* WORK TASK:
Copy every line below where the string "this" is found.

* PROVIDED INFORMATION:
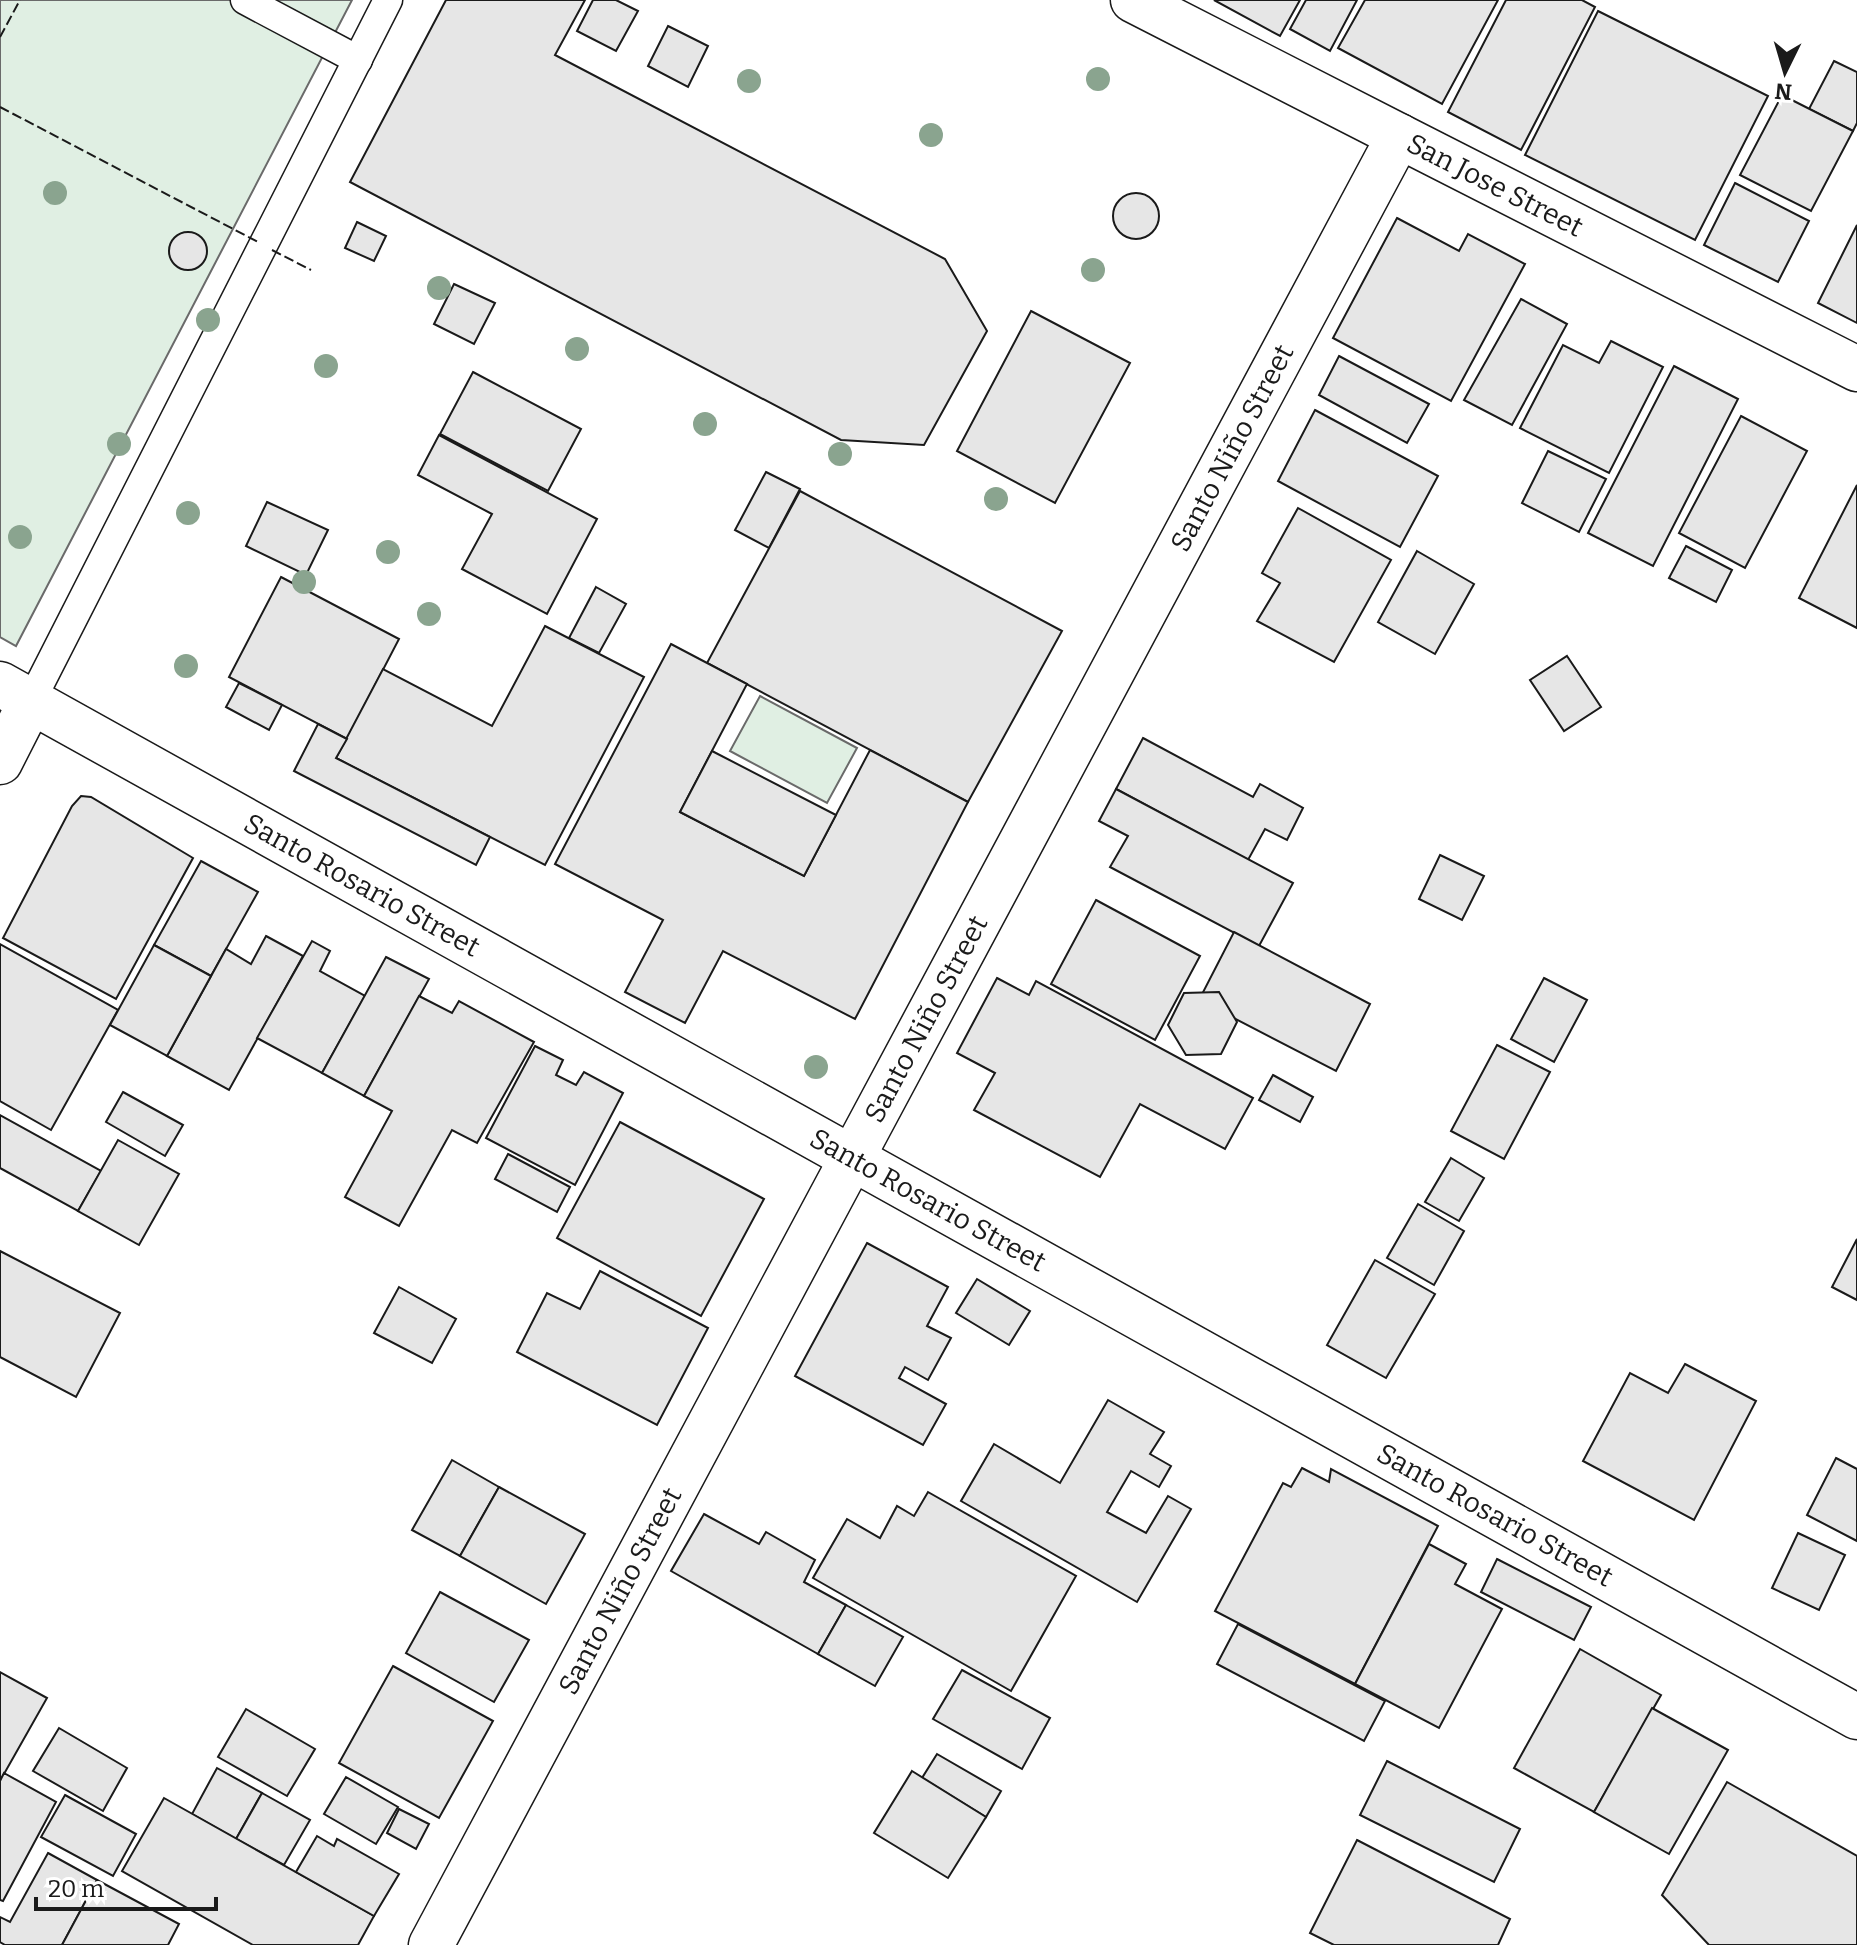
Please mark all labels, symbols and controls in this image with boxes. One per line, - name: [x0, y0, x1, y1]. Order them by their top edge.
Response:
- north arrow: [1745, 32, 1825, 112]
- text: N: [1774, 77, 1793, 106]
- street label: San Jose Street: [1401, 126, 1589, 244]
- street label: Santo Niño Street: [1164, 339, 1300, 557]
- street label: Santo Rosario Street: [238, 806, 486, 964]
- street label: Santo Niño Street: [858, 910, 994, 1128]
- street label: Santo Rosario Street: [804, 1121, 1052, 1279]
- street label: Santo Rosario Street: [1371, 1436, 1619, 1594]
- street label: Santo Niño Street: [552, 1482, 688, 1700]
- scale bar: [36, 1861, 216, 1911]
- text: 20 m: [48, 1875, 104, 1903]

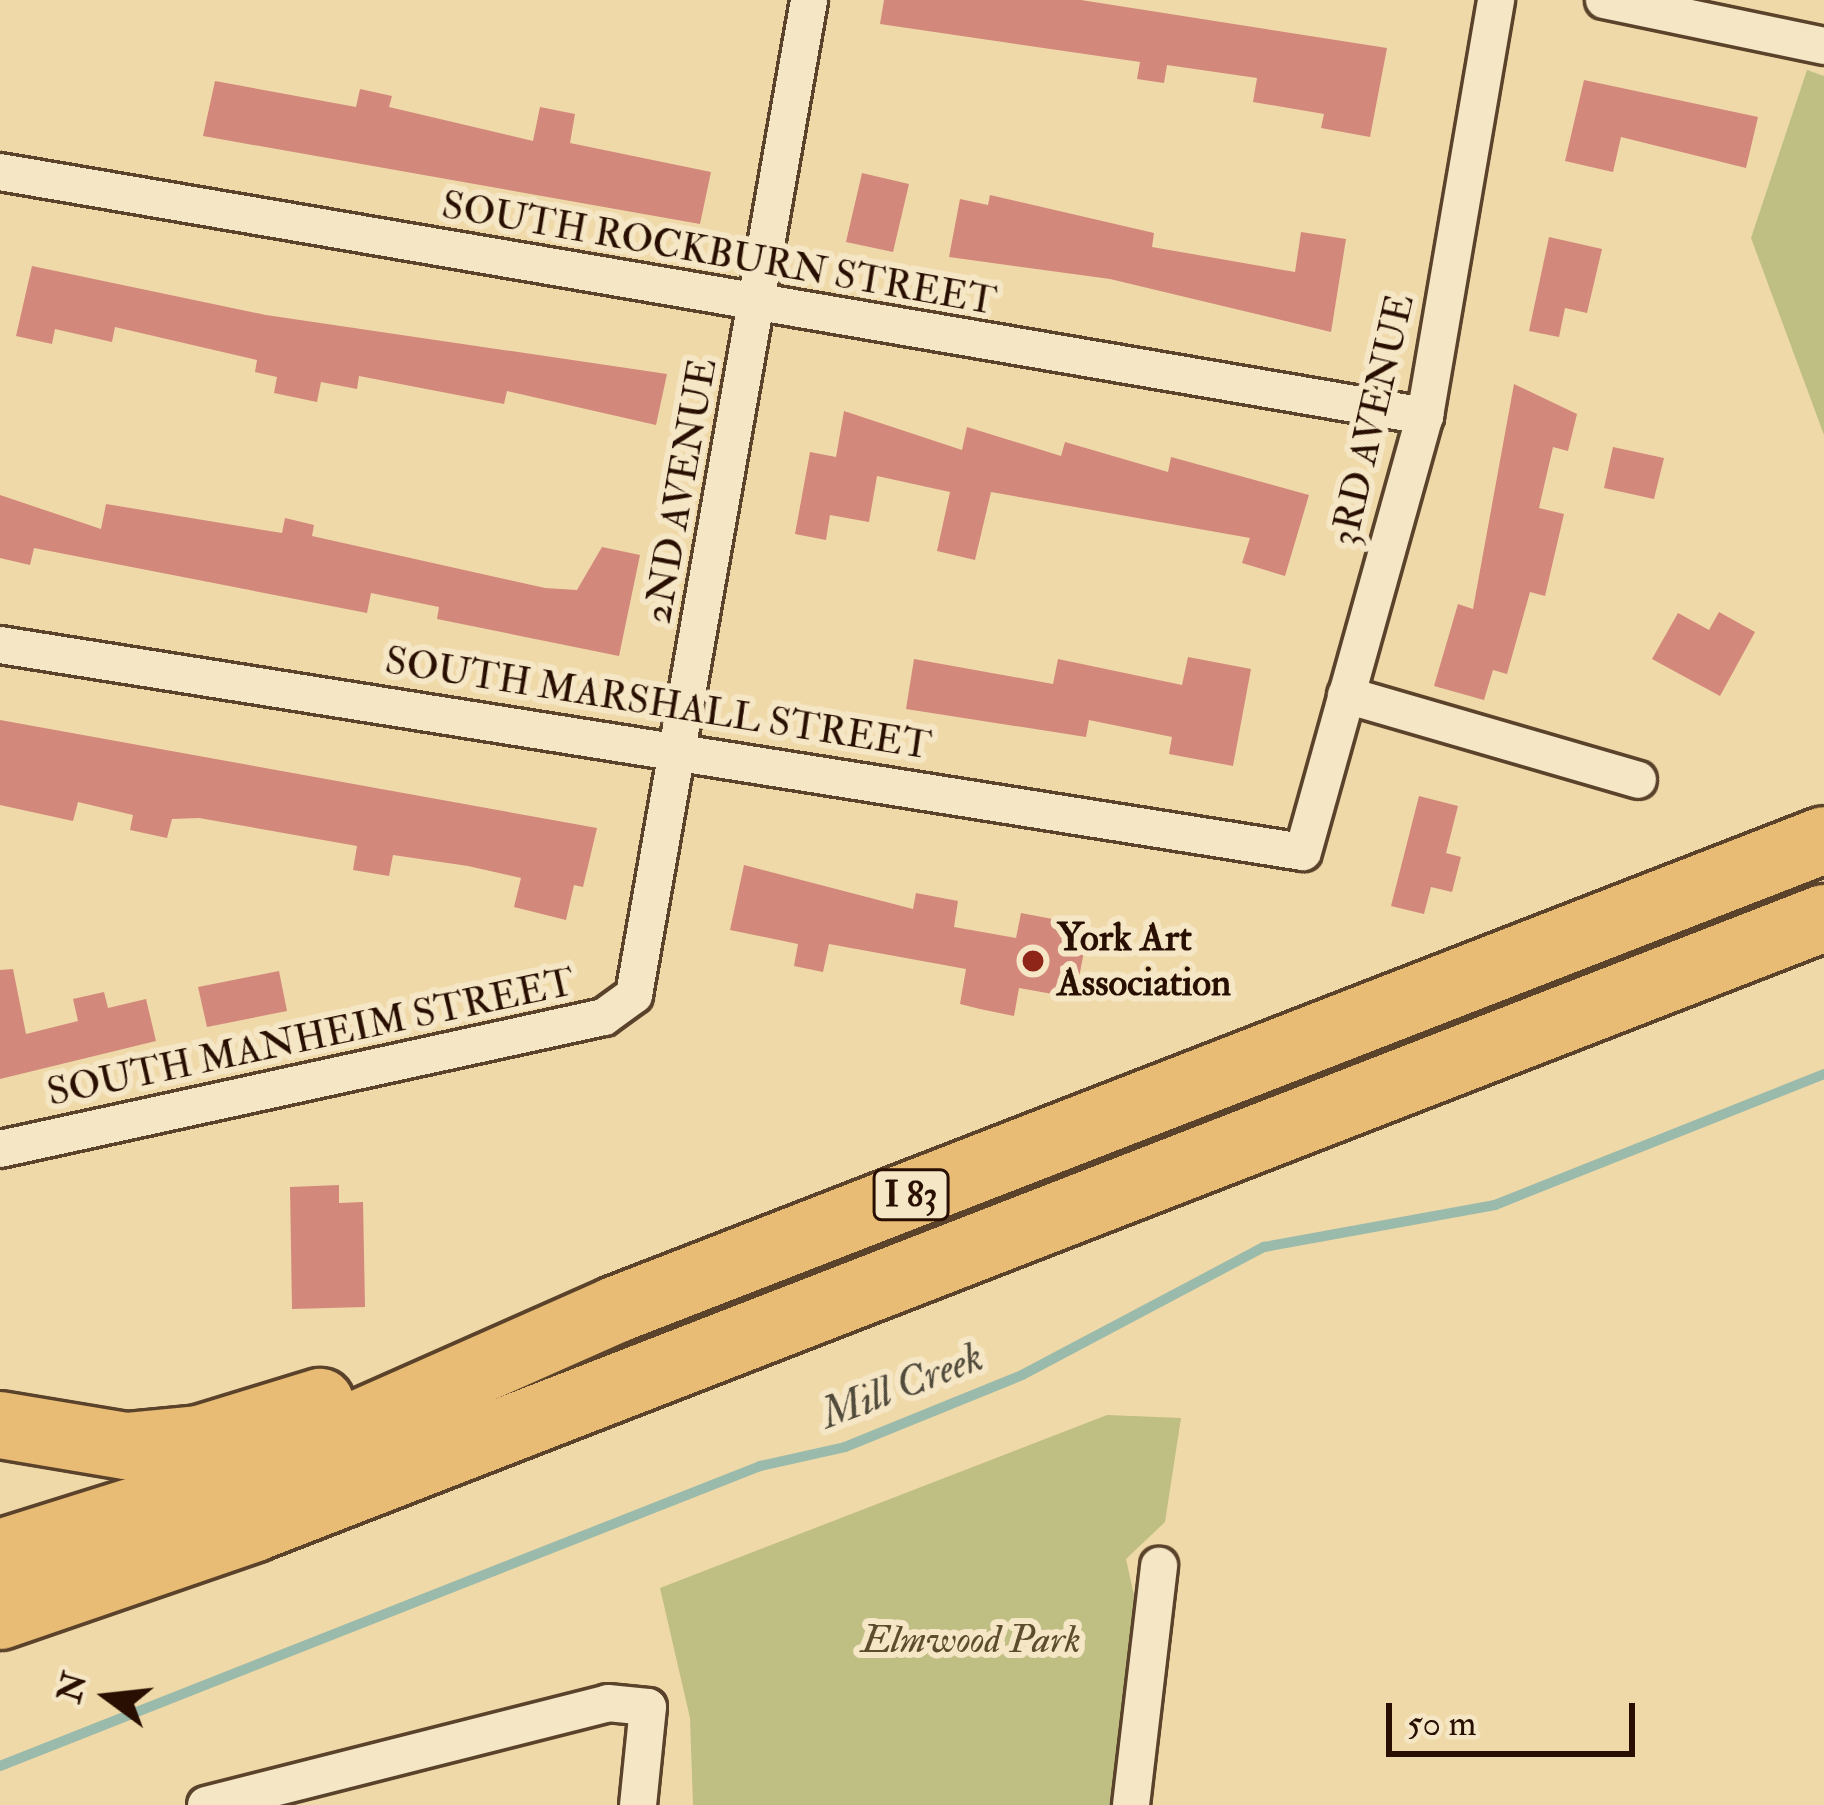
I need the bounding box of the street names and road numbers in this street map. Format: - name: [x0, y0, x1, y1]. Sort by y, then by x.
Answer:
- street label: SOUTH ROCKBURN STREET: [438, 182, 1000, 326]
- street label: 3RD AVENUE: [1321, 290, 1425, 550]
- street label: 2ND AVENUE: [635, 355, 727, 627]
- street label: SOUTH MARSHALL STREET: [382, 638, 934, 770]
- street label: SOUTH MANHEIM STREET: [43, 959, 579, 1117]
- road number: I 83: [872, 1165, 950, 1225]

* WRITTEN RESPONSE:
Please mark all labels, symbols and controls in this image with boxes. One per line, - name: [x0, y0, x1, y1]. Order them by their top edge.
I need the bounding box of the street names and road numbers in this street map. Format: - name: [x0, y0, x1, y1]. Sort by y, then by x.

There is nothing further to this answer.